# Directions:
An exact copy of every record is the expected answer.

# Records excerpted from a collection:
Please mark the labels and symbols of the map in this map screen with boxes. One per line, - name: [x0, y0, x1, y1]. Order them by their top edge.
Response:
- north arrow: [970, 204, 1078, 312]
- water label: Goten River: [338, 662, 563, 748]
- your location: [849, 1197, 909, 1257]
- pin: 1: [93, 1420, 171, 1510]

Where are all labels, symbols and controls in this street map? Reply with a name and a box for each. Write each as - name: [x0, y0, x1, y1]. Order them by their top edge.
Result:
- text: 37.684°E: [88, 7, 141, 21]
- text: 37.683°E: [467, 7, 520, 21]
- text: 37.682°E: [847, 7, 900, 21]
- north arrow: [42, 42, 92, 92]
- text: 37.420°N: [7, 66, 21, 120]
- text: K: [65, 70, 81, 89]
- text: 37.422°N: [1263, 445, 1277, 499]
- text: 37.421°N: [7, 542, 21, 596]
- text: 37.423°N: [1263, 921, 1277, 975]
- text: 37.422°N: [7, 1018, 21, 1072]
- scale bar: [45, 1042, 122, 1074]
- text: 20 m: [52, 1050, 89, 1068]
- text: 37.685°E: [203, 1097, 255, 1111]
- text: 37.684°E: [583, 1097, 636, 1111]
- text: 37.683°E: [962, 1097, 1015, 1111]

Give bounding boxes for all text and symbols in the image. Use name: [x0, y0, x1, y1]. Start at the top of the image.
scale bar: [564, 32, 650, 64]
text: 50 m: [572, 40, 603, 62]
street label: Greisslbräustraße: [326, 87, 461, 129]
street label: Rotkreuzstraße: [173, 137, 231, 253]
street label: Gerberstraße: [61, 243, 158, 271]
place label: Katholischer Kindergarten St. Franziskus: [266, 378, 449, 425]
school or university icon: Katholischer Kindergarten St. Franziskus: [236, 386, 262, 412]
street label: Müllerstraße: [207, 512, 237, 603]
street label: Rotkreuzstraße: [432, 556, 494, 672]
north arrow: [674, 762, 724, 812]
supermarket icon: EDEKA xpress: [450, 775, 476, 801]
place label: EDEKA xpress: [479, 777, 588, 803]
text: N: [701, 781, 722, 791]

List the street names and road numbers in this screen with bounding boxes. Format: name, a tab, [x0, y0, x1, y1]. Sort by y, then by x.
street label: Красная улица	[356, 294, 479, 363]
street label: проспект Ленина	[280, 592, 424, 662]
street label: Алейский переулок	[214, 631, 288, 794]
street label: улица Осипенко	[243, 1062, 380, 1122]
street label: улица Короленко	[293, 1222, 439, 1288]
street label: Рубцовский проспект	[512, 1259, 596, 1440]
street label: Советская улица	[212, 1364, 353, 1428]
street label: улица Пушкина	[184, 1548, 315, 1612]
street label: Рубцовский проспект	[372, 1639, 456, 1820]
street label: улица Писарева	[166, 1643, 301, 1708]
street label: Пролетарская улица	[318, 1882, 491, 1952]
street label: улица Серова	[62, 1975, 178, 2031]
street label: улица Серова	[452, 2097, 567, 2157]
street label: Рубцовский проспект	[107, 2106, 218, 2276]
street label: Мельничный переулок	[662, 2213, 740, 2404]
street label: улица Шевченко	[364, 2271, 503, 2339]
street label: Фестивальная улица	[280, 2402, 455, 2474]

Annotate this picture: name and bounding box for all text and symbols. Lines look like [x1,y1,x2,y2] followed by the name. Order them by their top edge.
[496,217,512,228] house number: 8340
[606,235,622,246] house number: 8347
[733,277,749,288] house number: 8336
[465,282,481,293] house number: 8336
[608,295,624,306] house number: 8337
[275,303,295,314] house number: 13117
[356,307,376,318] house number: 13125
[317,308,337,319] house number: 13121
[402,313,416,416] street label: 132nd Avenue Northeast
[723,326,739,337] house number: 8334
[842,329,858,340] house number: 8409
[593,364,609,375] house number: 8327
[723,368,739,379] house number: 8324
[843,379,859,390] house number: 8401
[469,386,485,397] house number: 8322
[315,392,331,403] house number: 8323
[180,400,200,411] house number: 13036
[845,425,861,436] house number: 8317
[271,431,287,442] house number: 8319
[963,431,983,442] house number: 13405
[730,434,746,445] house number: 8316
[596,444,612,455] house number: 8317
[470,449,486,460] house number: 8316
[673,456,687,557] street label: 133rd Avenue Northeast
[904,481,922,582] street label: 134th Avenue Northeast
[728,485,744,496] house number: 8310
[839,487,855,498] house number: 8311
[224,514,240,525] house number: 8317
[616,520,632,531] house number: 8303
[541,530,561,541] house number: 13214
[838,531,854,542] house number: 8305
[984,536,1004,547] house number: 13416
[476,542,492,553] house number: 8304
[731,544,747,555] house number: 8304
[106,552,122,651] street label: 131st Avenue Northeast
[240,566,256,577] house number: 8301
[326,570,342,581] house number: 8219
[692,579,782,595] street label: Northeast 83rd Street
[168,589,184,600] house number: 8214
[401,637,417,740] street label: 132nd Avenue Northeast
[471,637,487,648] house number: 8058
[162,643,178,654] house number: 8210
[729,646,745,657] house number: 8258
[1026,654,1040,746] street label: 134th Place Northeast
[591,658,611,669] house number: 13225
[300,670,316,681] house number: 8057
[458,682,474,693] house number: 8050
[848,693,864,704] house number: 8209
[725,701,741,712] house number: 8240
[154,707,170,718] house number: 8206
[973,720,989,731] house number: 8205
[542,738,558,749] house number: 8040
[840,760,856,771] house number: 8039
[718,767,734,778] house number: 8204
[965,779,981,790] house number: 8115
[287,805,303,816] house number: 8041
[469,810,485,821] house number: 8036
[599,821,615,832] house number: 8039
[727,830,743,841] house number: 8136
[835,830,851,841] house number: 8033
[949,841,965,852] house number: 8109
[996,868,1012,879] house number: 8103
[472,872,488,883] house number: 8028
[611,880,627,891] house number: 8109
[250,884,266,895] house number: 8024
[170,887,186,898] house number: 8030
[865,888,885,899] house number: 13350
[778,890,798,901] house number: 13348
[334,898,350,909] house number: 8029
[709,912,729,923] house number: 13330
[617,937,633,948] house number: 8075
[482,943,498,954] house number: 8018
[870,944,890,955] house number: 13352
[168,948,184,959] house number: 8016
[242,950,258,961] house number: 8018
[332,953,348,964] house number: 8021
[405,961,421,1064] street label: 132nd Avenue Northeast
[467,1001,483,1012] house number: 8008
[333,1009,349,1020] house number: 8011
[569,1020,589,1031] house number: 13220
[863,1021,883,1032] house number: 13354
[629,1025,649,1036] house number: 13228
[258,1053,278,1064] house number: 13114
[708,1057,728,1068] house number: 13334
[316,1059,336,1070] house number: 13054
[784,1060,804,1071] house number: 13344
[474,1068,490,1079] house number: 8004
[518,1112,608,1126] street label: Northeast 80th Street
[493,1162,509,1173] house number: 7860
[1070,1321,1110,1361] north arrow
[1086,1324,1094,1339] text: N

# Written answer:
Please mark the labels and symbols of the map in this map screen with boxes. One per line, - name: [x0, y0, x1, y1]. Order them by their top edge.
Response:
- north arrow: [970, 204, 1078, 312]
- water label: Goten River: [338, 662, 563, 748]
- your location: [849, 1197, 909, 1257]
- pin: 1: [93, 1420, 171, 1510]

Where are all labels, symbols and controls in this street map? Reply with a name and a box for each. Write each as - name: [x0, y0, x1, y1]. Order them by their top edge.
Result:
- text: 37.684°E: [88, 7, 141, 21]
- text: 37.683°E: [467, 7, 520, 21]
- text: 37.682°E: [847, 7, 900, 21]
- north arrow: [42, 42, 92, 92]
- text: 37.420°N: [7, 66, 21, 120]
- text: K: [65, 70, 81, 89]
- text: 37.422°N: [1263, 445, 1277, 499]
- text: 37.421°N: [7, 542, 21, 596]
- text: 37.423°N: [1263, 921, 1277, 975]
- text: 37.422°N: [7, 1018, 21, 1072]
- scale bar: [45, 1042, 122, 1074]
- text: 20 m: [52, 1050, 89, 1068]
- text: 37.685°E: [203, 1097, 255, 1111]
- text: 37.684°E: [583, 1097, 636, 1111]
- text: 37.683°E: [962, 1097, 1015, 1111]

Give bounding boxes for all text and symbols in the image. Use name: [x0, y0, x1, y1]. Start at the top of the image.
scale bar: [564, 32, 650, 64]
text: 50 m: [572, 40, 603, 62]
street label: Greisslbräustraße: [326, 87, 461, 129]
street label: Rotkreuzstraße: [173, 137, 231, 253]
street label: Gerberstraße: [61, 243, 158, 271]
place label: Katholischer Kindergarten St. Franziskus: [266, 378, 449, 425]
school or university icon: Katholischer Kindergarten St. Franziskus: [236, 386, 262, 412]
street label: Müllerstraße: [207, 512, 237, 603]
street label: Rotkreuzstraße: [432, 556, 494, 672]
north arrow: [674, 762, 724, 812]
supermarket icon: EDEKA xpress: [450, 775, 476, 801]
place label: EDEKA xpress: [479, 777, 588, 803]
text: N: [701, 781, 722, 791]

List the street names and road numbers in this screen with bounding boxes. Format: name, a tab, [x0, y0, x1, y1]. Sort by y, then by x.
street label: Красная улица	[356, 294, 479, 363]
street label: проспект Ленина	[280, 592, 424, 662]
street label: Алейский переулок	[214, 631, 288, 794]
street label: улица Осипенко	[243, 1062, 380, 1122]
street label: улица Короленко	[293, 1222, 439, 1288]
street label: Рубцовский проспект	[512, 1259, 596, 1440]
street label: Советская улица	[212, 1364, 353, 1428]
street label: улица Пушкина	[184, 1548, 315, 1612]
street label: Рубцовский проспект	[372, 1639, 456, 1820]
street label: улица Писарева	[166, 1643, 301, 1708]
street label: Пролетарская улица	[318, 1882, 491, 1952]
street label: улица Серова	[62, 1975, 178, 2031]
street label: улица Серова	[452, 2097, 567, 2157]
street label: Рубцовский проспект	[107, 2106, 218, 2276]
street label: Мельничный переулок	[662, 2213, 740, 2404]
street label: улица Шевченко	[364, 2271, 503, 2339]
street label: Фестивальная улица	[280, 2402, 455, 2474]

Annotate this picture: name and bounding box for all text and symbols. Lines look like [x1,y1,x2,y2] followed by the name. Order them by their top edge.
[496,217,512,228] house number: 8340
[606,235,622,246] house number: 8347
[733,277,749,288] house number: 8336
[465,282,481,293] house number: 8336
[608,295,624,306] house number: 8337
[275,303,295,314] house number: 13117
[356,307,376,318] house number: 13125
[317,308,337,319] house number: 13121
[402,313,416,416] street label: 132nd Avenue Northeast
[723,326,739,337] house number: 8334
[842,329,858,340] house number: 8409
[593,364,609,375] house number: 8327
[723,368,739,379] house number: 8324
[843,379,859,390] house number: 8401
[469,386,485,397] house number: 8322
[315,392,331,403] house number: 8323
[180,400,200,411] house number: 13036
[845,425,861,436] house number: 8317
[271,431,287,442] house number: 8319
[963,431,983,442] house number: 13405
[730,434,746,445] house number: 8316
[596,444,612,455] house number: 8317
[470,449,486,460] house number: 8316
[673,456,687,557] street label: 133rd Avenue Northeast
[904,481,922,582] street label: 134th Avenue Northeast
[728,485,744,496] house number: 8310
[839,487,855,498] house number: 8311
[224,514,240,525] house number: 8317
[616,520,632,531] house number: 8303
[541,530,561,541] house number: 13214
[838,531,854,542] house number: 8305
[984,536,1004,547] house number: 13416
[476,542,492,553] house number: 8304
[731,544,747,555] house number: 8304
[106,552,122,651] street label: 131st Avenue Northeast
[240,566,256,577] house number: 8301
[326,570,342,581] house number: 8219
[692,579,782,595] street label: Northeast 83rd Street
[168,589,184,600] house number: 8214
[401,637,417,740] street label: 132nd Avenue Northeast
[471,637,487,648] house number: 8058
[162,643,178,654] house number: 8210
[729,646,745,657] house number: 8258
[1026,654,1040,746] street label: 134th Place Northeast
[591,658,611,669] house number: 13225
[300,670,316,681] house number: 8057
[458,682,474,693] house number: 8050
[848,693,864,704] house number: 8209
[725,701,741,712] house number: 8240
[154,707,170,718] house number: 8206
[973,720,989,731] house number: 8205
[542,738,558,749] house number: 8040
[840,760,856,771] house number: 8039
[718,767,734,778] house number: 8204
[965,779,981,790] house number: 8115
[287,805,303,816] house number: 8041
[469,810,485,821] house number: 8036
[599,821,615,832] house number: 8039
[727,830,743,841] house number: 8136
[835,830,851,841] house number: 8033
[949,841,965,852] house number: 8109
[996,868,1012,879] house number: 8103
[472,872,488,883] house number: 8028
[611,880,627,891] house number: 8109
[250,884,266,895] house number: 8024
[170,887,186,898] house number: 8030
[865,888,885,899] house number: 13350
[778,890,798,901] house number: 13348
[334,898,350,909] house number: 8029
[709,912,729,923] house number: 13330
[617,937,633,948] house number: 8075
[482,943,498,954] house number: 8018
[870,944,890,955] house number: 13352
[168,948,184,959] house number: 8016
[242,950,258,961] house number: 8018
[332,953,348,964] house number: 8021
[405,961,421,1064] street label: 132nd Avenue Northeast
[467,1001,483,1012] house number: 8008
[333,1009,349,1020] house number: 8011
[569,1020,589,1031] house number: 13220
[863,1021,883,1032] house number: 13354
[629,1025,649,1036] house number: 13228
[258,1053,278,1064] house number: 13114
[708,1057,728,1068] house number: 13334
[316,1059,336,1070] house number: 13054
[784,1060,804,1071] house number: 13344
[474,1068,490,1079] house number: 8004
[518,1112,608,1126] street label: Northeast 80th Street
[493,1162,509,1173] house number: 7860
[1070,1321,1110,1361] north arrow
[1086,1324,1094,1339] text: N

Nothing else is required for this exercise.